When we finally went down for a 45 min nap (5:15am-6:am). She took an 1 and 45 min nap later in the morning (9:30a-11:15a) and then another quicky (2:30p-3p) and then bedtime at 8pm.
Listen, I am NOT AN EXPERT. I’m just sharing with you my experience. It’s totally possible I did this all wrong, but I chalk this one up to a fluke. I’m not totally sure why it happened but that seems to be the only constant with children, nothing is consistent.
One month after night weaning our toddler:
- She is night weaned and doesn’t nurse from the time she goes to sleep until it’s light out around 4:30-5am
- Almost to the day I got my period back!
- She is still not sleeping through the night and wakes up about 2-3x/night but goes back to bed very easily without nursing
- She goes to bed in her bed and then after her first wake up she comes into my bed.
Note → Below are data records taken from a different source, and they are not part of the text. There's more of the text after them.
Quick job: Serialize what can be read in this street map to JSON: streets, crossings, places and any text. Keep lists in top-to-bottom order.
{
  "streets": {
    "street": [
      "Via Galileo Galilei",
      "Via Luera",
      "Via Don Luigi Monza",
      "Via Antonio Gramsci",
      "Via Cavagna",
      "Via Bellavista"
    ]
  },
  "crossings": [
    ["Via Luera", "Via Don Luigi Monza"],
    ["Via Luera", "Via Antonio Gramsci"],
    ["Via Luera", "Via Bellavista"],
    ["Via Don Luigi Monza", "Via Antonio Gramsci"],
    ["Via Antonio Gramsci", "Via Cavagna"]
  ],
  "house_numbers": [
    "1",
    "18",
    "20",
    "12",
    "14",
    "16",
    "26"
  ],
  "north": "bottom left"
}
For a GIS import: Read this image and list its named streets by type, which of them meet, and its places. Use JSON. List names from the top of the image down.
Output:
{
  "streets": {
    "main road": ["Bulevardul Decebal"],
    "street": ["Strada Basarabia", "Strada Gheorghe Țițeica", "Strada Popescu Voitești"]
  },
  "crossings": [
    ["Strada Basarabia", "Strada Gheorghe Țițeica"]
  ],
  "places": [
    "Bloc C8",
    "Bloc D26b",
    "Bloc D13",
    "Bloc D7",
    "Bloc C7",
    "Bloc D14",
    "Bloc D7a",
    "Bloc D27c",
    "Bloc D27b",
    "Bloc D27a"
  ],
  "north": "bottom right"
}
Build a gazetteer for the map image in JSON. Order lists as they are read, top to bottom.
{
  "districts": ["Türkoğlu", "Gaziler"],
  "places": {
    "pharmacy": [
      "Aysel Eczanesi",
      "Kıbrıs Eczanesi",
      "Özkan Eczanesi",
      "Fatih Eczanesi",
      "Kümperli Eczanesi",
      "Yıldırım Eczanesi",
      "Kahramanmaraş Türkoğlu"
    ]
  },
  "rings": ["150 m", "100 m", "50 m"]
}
I was going to hers and getting TERRIBLE sleep so we’ve adjusted for now
The last thing I’ll leave you with is your hormones may do some pretty insane things when you’re night weaning.
Prolactin and oxytocin drop and they are called the “well being” hormone. YEP my wellbeing WAS NOT OKAY.
I was weeping, booked a session with a therapist, wondered if I needed antidepressants, anti anxiety, adderall, meditation, to go sit in a hole for a month?! It was a struggle fest.
Then I learned that your hormones go a bit nuts when you’re weaning it helped to know it wouldn’t last forever.
I think once I came off the weaning hormones, I then got the period hormones, needless to say it was gnarly and give yourself some grace!